In the data that follows, every line containing the word "casing" should be returned.

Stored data
◆ ◆ ◆ ◆ ◆

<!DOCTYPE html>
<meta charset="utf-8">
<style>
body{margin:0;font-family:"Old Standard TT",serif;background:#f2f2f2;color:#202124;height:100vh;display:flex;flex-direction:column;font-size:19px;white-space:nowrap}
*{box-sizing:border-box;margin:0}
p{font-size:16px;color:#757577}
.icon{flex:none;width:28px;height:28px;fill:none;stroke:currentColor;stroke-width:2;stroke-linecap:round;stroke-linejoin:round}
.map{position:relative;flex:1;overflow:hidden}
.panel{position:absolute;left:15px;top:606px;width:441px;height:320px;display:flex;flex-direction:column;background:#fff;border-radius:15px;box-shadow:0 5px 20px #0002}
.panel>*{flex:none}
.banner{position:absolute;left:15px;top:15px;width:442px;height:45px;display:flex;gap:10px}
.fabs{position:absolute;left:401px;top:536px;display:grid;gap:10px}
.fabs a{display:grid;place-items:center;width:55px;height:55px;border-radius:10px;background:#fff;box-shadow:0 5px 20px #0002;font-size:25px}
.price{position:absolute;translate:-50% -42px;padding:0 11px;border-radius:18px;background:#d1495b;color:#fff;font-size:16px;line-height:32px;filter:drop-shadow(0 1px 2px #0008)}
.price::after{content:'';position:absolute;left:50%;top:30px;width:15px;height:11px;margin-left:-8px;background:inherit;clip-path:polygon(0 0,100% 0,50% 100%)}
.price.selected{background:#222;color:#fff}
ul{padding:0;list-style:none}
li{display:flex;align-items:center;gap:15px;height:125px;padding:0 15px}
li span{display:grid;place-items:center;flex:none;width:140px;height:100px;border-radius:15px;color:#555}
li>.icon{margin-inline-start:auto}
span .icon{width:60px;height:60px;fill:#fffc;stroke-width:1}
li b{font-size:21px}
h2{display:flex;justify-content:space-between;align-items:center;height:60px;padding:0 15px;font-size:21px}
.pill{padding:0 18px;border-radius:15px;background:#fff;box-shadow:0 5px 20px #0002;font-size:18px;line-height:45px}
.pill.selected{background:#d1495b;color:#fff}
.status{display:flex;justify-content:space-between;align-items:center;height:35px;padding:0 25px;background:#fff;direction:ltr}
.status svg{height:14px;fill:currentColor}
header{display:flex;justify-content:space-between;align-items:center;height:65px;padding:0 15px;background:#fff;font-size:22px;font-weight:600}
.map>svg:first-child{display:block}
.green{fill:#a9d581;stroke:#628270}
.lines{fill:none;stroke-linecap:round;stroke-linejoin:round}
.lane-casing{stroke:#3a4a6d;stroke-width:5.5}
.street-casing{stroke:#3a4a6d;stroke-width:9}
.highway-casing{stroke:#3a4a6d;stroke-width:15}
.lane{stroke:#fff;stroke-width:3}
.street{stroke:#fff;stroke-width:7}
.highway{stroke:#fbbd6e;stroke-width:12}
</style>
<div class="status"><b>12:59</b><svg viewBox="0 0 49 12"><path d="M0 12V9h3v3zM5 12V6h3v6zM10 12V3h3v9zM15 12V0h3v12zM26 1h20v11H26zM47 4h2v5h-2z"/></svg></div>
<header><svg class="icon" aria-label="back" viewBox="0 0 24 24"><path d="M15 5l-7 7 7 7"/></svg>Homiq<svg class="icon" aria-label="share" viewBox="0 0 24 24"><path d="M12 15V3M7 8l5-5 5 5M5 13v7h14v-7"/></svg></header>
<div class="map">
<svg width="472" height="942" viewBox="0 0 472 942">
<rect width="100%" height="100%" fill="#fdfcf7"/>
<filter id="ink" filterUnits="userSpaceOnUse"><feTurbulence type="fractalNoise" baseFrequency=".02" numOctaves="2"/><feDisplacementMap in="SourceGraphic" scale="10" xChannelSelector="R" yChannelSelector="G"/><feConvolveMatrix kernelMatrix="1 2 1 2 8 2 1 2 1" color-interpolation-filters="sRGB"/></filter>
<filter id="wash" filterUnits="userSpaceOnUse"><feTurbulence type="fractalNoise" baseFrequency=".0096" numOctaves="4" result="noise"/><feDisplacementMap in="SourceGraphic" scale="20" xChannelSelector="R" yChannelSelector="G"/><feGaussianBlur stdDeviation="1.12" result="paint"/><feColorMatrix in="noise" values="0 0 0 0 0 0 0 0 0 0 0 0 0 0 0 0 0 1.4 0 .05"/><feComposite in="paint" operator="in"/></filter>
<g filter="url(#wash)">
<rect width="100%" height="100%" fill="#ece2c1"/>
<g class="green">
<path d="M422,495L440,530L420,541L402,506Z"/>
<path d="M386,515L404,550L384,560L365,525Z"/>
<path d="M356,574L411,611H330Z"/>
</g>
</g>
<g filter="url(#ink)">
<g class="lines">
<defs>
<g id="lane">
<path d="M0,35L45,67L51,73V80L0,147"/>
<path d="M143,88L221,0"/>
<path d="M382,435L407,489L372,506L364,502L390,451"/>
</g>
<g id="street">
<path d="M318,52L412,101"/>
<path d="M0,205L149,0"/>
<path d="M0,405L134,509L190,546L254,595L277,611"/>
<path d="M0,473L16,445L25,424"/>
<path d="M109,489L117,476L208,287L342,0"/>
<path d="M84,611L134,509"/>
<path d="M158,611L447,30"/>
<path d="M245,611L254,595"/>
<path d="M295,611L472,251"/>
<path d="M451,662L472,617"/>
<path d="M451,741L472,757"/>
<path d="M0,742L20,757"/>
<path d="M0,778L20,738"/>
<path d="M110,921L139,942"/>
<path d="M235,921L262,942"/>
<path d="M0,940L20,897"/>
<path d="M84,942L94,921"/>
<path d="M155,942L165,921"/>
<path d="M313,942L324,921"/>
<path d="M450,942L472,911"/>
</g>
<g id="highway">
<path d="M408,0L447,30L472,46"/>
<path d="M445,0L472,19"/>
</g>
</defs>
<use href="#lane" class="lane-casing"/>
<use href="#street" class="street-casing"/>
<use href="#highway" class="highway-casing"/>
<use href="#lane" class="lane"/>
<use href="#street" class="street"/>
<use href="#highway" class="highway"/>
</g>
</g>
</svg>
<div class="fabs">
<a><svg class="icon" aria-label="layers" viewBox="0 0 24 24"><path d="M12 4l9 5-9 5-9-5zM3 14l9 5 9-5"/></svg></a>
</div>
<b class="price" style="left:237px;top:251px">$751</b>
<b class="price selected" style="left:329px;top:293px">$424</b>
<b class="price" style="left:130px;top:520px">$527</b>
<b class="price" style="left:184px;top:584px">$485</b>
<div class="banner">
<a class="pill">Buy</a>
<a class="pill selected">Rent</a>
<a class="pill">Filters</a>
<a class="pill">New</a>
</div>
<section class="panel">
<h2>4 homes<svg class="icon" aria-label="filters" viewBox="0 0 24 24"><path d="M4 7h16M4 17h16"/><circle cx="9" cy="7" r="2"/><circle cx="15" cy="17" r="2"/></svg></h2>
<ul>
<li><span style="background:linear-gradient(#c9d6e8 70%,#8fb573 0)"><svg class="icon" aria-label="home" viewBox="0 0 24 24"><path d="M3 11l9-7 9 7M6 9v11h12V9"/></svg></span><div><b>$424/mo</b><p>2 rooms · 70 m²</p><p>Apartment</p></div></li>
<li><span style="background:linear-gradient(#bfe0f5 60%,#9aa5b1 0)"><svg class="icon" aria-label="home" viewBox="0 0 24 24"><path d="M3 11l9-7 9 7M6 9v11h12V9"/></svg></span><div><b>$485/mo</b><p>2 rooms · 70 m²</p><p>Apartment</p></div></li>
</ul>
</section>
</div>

◆ ◆ ◆ ◆ ◆

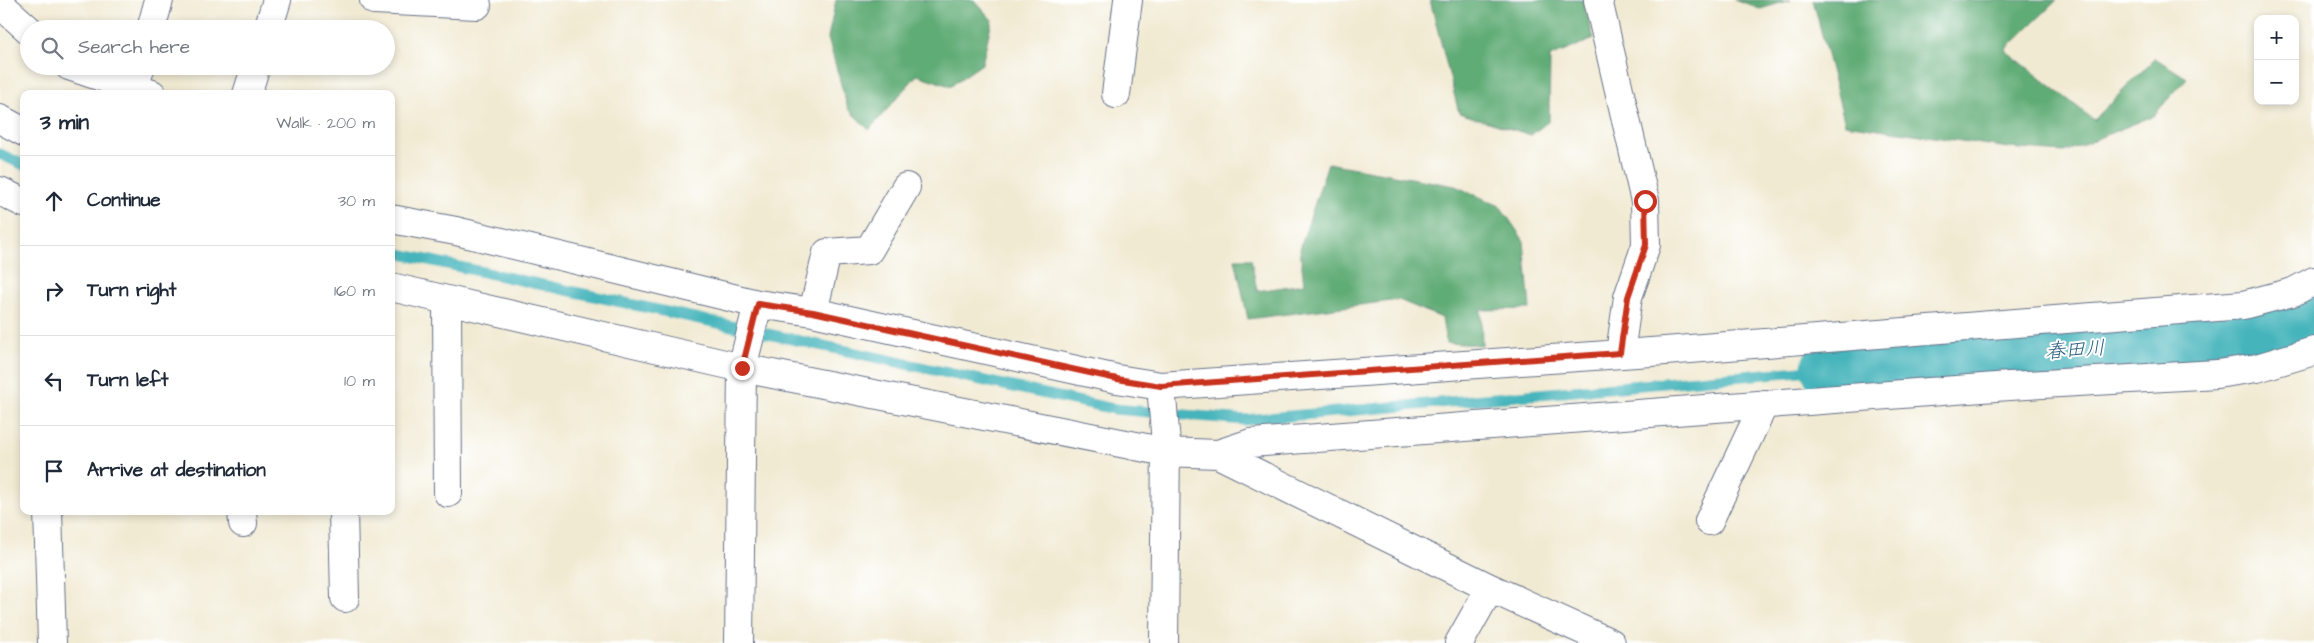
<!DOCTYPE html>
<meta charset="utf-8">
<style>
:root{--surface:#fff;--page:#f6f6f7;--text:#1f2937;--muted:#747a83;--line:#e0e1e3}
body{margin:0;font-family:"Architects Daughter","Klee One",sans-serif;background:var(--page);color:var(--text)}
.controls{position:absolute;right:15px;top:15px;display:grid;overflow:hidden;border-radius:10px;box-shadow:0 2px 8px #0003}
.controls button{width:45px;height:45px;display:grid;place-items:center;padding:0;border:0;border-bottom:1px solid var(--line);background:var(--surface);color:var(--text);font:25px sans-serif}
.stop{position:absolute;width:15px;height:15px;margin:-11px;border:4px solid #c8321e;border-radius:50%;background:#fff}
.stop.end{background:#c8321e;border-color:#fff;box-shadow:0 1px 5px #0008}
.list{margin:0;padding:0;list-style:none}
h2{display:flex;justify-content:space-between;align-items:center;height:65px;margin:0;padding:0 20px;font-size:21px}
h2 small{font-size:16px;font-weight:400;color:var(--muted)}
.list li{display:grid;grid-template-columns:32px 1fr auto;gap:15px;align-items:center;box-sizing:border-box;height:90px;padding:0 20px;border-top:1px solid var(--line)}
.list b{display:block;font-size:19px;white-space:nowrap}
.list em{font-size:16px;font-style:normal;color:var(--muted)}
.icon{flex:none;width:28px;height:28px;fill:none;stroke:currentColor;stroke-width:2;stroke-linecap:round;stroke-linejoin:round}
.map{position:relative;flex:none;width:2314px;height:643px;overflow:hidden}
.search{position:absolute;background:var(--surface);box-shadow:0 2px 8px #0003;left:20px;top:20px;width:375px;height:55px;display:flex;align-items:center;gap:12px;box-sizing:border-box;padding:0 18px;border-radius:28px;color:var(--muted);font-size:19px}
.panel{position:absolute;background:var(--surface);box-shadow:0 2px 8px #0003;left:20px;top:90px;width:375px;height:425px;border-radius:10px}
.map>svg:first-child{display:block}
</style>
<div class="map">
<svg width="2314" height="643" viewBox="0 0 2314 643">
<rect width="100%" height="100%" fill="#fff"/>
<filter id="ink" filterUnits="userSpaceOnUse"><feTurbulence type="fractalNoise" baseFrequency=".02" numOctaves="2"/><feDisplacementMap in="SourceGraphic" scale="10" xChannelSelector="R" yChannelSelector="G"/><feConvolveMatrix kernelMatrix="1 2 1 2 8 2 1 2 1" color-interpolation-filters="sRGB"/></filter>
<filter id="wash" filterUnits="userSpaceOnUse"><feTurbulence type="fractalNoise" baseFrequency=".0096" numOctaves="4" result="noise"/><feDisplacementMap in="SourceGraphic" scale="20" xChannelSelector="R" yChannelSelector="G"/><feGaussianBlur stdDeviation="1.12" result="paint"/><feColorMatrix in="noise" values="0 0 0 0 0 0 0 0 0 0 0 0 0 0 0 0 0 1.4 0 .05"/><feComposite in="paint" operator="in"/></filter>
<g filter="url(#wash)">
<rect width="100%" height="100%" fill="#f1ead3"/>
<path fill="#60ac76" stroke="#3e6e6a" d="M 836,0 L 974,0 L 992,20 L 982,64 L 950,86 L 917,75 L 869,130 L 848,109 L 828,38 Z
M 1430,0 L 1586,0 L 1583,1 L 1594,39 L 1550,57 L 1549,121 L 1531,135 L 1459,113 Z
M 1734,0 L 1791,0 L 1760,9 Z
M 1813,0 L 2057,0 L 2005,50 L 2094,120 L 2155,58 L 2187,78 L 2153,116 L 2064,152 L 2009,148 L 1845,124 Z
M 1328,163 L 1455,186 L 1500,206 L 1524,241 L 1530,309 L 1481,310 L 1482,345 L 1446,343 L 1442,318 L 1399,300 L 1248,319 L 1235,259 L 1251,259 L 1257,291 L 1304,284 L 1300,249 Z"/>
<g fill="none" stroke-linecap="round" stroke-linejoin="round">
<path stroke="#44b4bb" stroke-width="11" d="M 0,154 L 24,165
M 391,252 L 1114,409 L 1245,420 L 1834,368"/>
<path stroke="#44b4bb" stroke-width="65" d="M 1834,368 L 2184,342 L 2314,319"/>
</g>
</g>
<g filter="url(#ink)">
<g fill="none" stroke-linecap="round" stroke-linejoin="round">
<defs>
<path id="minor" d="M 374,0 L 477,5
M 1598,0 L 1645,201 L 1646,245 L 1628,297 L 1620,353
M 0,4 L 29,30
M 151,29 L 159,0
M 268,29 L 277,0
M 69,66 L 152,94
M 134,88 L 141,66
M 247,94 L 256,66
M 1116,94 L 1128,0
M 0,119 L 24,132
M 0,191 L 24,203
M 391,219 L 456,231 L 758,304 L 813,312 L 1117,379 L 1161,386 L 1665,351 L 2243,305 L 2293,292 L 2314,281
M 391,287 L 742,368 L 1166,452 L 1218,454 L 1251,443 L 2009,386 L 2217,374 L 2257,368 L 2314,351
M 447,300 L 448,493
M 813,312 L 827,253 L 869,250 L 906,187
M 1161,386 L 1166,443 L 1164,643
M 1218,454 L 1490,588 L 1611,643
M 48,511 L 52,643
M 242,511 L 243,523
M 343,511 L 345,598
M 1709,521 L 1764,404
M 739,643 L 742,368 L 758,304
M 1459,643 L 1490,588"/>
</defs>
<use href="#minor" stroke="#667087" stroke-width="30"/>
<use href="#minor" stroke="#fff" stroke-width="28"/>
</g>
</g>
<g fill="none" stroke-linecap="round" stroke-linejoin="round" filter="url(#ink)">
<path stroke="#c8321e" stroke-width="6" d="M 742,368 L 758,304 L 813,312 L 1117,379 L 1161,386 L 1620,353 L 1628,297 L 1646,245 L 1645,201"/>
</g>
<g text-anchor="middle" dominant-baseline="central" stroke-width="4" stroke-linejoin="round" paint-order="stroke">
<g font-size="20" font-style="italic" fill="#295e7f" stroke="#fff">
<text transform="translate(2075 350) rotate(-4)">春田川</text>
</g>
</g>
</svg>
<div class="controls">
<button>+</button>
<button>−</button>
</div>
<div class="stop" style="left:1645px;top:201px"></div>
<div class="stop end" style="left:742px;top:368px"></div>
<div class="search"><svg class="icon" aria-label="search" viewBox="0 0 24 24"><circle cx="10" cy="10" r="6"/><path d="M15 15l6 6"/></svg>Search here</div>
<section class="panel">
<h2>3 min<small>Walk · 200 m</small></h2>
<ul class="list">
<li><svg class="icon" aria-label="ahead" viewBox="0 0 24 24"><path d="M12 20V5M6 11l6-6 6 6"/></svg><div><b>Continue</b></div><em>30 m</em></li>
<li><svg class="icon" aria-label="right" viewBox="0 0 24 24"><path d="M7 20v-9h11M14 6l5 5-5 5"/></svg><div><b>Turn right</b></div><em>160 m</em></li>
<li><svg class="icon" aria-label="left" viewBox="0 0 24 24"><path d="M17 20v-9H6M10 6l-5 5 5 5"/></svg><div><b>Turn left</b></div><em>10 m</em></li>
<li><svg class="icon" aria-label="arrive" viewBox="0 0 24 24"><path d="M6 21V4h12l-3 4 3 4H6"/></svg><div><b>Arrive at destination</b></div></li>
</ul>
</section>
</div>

◆ ◆ ◆ ◆ ◆

[Your solution]
.lane-casing{stroke:#3a4a6d;stroke-width:5.5}
.street-casing{stroke:#3a4a6d;stroke-width:9}
.highway-casing{stroke:#3a4a6d;stroke-width:15}
<use href="#lane" class="lane-casing"/>
<use href="#street" class="street-casing"/>
<use href="#highway" class="highway-casing"/>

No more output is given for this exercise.